** Opening Task input block **

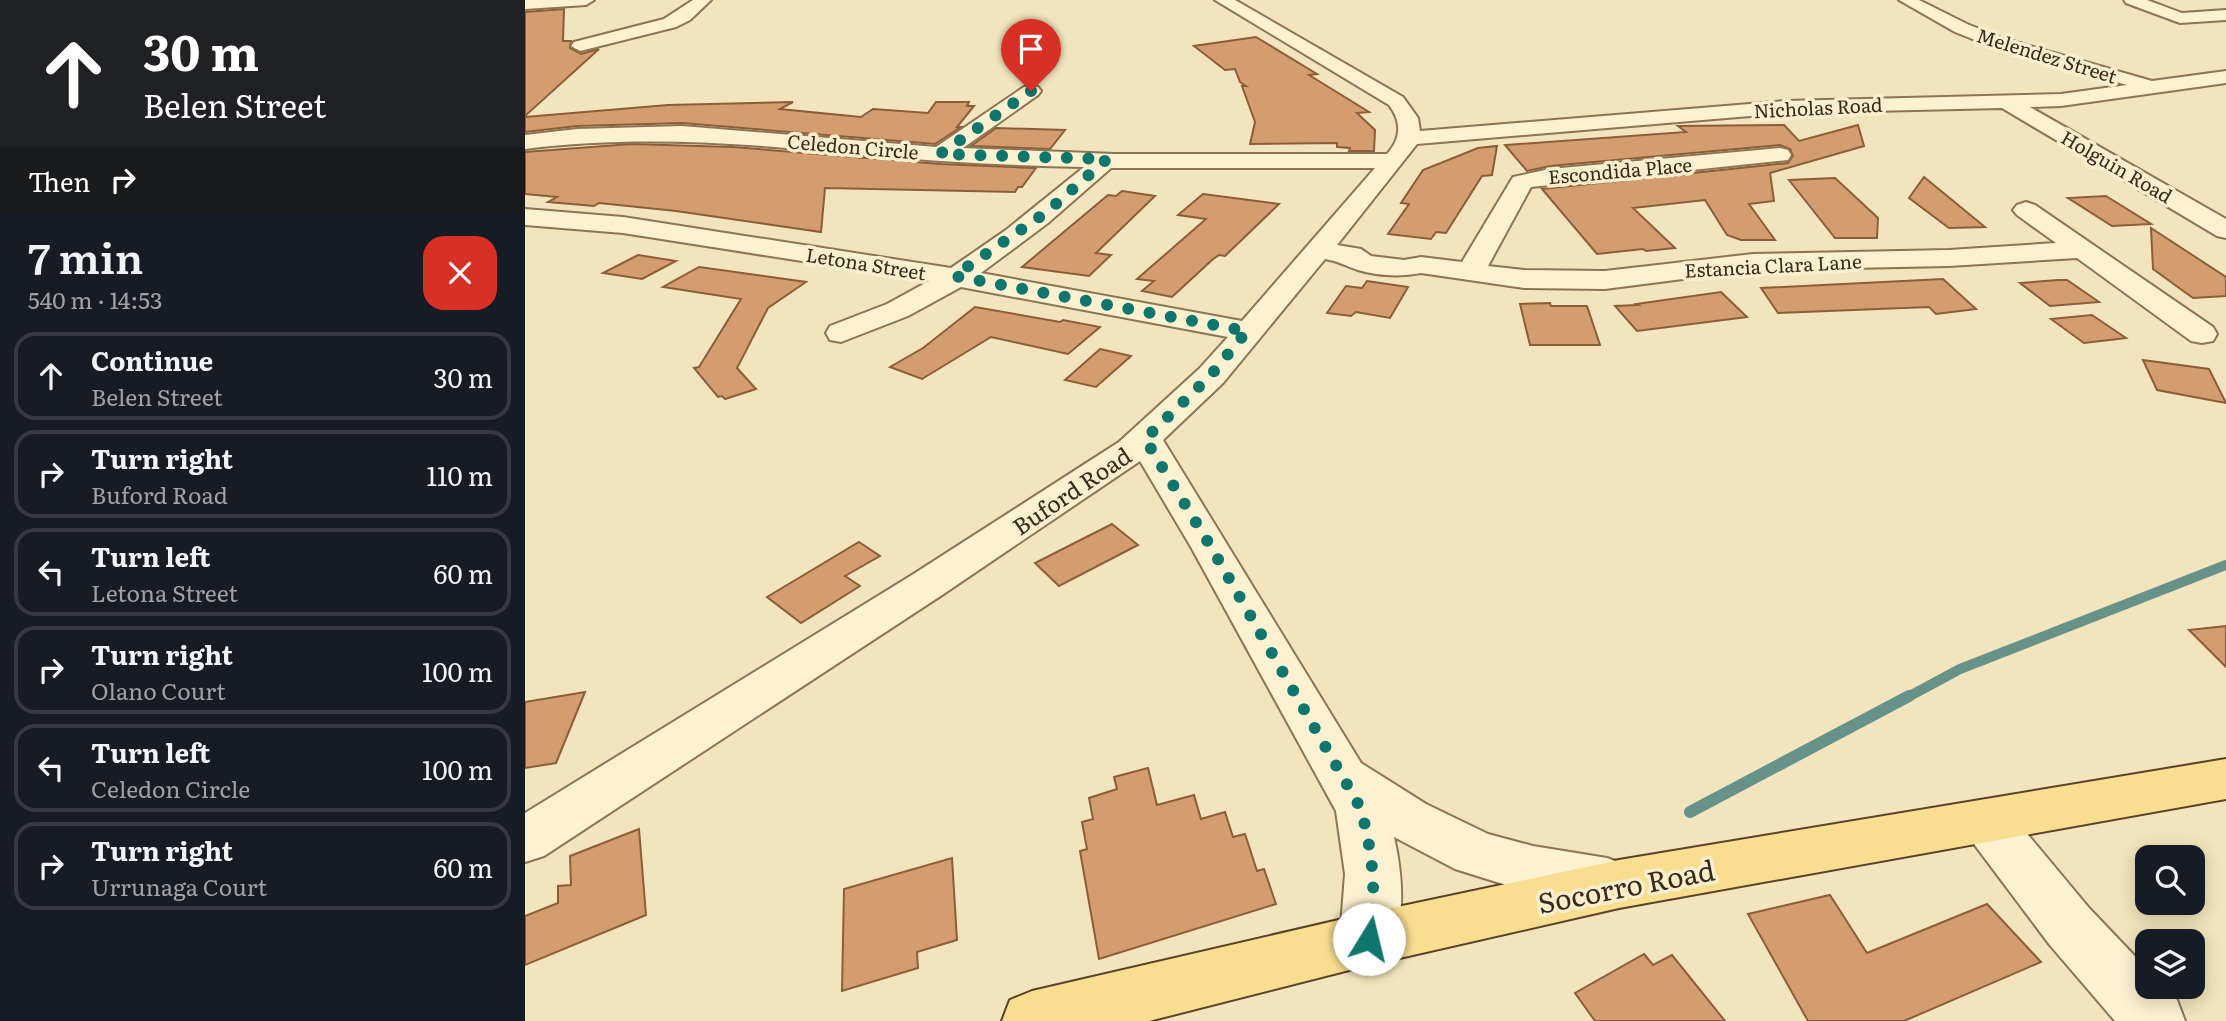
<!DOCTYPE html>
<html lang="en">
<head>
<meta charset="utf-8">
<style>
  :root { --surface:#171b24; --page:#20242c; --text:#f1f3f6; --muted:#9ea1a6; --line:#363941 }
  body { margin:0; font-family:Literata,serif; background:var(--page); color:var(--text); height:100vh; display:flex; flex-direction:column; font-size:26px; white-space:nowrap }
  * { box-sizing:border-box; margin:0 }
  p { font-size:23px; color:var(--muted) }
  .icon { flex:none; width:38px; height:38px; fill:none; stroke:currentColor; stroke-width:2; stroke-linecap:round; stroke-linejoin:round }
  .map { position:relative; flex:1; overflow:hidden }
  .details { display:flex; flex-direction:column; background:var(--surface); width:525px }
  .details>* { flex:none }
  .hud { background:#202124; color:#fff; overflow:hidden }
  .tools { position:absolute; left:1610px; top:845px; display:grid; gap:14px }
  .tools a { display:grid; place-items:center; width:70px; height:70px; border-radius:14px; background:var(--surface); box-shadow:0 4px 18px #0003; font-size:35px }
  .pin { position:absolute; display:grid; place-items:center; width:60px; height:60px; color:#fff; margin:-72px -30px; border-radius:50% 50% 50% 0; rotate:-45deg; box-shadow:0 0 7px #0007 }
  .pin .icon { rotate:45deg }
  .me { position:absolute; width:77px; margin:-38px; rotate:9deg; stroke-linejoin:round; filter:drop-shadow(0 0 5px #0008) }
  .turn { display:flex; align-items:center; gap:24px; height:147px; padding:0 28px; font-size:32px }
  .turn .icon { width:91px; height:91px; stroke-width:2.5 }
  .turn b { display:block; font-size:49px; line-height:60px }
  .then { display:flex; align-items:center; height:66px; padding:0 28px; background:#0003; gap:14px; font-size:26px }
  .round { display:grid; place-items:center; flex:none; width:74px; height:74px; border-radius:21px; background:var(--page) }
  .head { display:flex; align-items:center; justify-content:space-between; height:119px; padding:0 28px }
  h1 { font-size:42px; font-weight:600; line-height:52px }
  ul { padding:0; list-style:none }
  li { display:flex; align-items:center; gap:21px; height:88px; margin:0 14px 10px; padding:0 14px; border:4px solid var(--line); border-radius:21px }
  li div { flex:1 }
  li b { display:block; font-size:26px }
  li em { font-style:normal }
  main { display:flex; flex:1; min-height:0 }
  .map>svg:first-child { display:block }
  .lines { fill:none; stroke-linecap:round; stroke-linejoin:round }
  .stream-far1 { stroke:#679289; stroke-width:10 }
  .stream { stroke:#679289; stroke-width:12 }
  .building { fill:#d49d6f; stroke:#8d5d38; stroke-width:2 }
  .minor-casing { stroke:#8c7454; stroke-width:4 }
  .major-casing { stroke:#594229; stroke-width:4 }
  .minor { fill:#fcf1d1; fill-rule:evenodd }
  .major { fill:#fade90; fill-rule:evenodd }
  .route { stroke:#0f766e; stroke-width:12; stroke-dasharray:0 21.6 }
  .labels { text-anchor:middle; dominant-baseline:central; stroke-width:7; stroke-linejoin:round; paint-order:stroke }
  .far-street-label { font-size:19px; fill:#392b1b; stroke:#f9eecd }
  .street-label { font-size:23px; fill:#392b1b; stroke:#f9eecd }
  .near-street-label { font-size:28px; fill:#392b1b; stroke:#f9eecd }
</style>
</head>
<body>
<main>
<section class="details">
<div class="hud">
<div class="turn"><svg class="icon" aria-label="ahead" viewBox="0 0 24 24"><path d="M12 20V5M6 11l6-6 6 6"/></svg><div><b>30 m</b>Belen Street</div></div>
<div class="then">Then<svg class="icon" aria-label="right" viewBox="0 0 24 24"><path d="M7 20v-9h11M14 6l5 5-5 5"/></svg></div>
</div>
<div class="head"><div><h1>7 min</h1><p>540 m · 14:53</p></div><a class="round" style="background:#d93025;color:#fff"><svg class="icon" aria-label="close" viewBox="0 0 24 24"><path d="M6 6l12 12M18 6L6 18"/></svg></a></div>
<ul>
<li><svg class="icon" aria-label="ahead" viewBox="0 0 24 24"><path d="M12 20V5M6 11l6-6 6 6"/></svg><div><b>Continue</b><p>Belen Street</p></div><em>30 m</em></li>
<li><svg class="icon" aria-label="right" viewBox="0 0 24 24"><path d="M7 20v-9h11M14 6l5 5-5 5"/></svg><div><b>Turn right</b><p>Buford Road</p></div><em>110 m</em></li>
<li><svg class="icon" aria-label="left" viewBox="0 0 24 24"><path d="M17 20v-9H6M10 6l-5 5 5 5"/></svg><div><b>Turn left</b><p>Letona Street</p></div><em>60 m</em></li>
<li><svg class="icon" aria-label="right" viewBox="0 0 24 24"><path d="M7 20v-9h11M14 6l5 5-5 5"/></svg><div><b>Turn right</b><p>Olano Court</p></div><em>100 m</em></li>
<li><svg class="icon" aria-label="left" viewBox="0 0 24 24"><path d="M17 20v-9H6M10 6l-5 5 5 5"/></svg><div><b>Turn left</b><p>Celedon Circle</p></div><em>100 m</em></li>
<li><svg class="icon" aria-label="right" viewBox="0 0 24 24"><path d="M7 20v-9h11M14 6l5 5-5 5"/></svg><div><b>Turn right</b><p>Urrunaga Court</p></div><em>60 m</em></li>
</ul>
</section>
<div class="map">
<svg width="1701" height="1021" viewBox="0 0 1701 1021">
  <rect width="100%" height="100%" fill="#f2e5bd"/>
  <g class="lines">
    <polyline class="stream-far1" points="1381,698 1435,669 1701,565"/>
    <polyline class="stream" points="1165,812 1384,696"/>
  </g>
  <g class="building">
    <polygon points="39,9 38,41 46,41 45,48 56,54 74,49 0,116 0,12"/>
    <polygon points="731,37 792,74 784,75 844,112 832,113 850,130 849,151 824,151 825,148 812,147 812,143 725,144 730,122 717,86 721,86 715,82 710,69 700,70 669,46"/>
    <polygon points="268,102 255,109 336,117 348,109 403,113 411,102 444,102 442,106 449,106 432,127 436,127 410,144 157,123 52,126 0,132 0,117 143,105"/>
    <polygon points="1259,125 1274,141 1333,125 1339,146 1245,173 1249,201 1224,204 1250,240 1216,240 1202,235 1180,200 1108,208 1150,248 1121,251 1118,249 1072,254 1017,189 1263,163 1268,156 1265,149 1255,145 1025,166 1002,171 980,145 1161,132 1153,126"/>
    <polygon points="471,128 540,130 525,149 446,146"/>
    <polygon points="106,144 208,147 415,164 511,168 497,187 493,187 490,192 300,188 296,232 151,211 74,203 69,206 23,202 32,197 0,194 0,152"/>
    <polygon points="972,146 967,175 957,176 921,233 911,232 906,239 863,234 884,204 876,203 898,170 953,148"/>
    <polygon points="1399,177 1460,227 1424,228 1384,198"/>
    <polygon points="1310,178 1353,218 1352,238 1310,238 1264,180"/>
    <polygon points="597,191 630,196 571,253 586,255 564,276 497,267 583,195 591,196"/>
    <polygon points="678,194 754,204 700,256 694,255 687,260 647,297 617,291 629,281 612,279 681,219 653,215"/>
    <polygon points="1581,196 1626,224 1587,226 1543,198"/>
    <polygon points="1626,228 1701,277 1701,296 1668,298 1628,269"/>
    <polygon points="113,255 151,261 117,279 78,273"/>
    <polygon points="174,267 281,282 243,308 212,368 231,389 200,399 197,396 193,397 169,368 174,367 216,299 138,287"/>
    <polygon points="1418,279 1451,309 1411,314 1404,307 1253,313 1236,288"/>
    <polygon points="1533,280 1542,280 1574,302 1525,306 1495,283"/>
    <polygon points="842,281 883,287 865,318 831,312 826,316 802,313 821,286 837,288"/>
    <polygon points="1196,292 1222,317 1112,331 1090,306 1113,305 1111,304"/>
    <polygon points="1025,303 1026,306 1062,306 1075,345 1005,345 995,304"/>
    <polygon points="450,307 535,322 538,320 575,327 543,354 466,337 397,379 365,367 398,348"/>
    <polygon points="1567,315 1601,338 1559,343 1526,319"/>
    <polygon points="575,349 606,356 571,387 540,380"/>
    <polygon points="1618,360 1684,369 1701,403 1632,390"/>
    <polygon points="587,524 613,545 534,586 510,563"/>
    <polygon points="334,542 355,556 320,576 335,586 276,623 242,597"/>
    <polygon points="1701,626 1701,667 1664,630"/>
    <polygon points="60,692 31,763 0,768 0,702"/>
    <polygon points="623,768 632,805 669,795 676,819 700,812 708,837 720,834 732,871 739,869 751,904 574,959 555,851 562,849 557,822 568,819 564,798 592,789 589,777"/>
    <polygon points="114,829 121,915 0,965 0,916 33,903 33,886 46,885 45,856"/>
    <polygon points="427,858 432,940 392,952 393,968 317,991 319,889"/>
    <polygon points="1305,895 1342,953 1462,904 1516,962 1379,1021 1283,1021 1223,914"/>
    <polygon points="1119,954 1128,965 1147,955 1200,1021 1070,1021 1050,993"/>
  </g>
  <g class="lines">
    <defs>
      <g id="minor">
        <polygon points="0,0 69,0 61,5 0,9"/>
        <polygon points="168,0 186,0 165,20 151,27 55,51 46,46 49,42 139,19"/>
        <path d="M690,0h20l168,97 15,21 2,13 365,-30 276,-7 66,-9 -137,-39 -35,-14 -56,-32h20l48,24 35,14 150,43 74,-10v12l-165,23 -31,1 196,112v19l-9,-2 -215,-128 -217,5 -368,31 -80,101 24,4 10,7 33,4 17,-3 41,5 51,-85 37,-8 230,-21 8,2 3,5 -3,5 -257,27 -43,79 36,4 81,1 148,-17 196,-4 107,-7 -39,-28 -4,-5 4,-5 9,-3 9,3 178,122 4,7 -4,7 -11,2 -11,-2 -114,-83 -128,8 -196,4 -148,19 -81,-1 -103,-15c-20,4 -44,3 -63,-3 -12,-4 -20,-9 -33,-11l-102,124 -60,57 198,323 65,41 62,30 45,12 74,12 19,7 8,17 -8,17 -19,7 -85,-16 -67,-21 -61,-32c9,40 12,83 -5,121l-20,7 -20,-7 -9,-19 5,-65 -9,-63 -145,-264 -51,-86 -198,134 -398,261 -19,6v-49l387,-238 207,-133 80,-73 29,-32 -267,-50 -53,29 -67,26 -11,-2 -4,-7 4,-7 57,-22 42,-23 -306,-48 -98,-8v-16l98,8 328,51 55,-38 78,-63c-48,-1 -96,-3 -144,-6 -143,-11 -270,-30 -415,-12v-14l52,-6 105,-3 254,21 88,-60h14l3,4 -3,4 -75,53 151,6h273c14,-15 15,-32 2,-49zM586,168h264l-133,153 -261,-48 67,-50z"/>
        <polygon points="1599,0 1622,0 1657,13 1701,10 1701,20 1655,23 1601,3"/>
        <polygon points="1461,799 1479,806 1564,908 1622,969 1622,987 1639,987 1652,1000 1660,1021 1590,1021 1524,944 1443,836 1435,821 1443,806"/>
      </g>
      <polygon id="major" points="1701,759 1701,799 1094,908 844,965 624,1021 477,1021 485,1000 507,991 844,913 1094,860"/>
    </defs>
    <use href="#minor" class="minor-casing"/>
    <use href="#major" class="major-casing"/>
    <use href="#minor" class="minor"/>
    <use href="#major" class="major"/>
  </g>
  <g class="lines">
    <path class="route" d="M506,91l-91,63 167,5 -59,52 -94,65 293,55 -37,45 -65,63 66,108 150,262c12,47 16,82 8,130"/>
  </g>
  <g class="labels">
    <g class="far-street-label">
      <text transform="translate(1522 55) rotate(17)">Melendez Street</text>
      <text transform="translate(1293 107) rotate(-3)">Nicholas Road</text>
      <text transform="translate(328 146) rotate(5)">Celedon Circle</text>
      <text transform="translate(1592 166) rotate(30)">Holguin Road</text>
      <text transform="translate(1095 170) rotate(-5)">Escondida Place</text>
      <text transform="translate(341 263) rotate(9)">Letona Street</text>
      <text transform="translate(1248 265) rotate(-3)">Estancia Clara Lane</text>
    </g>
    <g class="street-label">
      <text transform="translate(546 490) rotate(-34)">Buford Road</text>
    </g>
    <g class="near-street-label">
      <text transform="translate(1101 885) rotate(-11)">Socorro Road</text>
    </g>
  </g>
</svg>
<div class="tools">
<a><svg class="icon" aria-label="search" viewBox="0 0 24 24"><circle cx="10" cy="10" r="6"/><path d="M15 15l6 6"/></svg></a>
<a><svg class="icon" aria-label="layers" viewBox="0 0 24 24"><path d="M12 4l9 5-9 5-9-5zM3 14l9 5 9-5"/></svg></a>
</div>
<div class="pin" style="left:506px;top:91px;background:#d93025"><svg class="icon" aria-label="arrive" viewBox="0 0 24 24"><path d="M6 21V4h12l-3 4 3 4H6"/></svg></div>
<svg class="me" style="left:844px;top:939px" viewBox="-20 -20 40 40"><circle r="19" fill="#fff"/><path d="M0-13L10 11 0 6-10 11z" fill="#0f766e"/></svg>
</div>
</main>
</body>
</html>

** Closing Task input block **

*Problem description*.
Begin at the line that has "display:flex; align-items:center; gap:24px;" in the entries above; stop after the line that has "display:block; font-size:49px; line-height:60px". Transcribe exactly those lines and no others.

*Expected output*.
  .turn { display:flex; align-items:center; gap:24px; height:147px; padding:0 28px; font-size:32px }
  .turn .icon { width:91px; height:91px; stroke-width:2.5 }
  .turn b { display:block; font-size:49px; line-height:60px }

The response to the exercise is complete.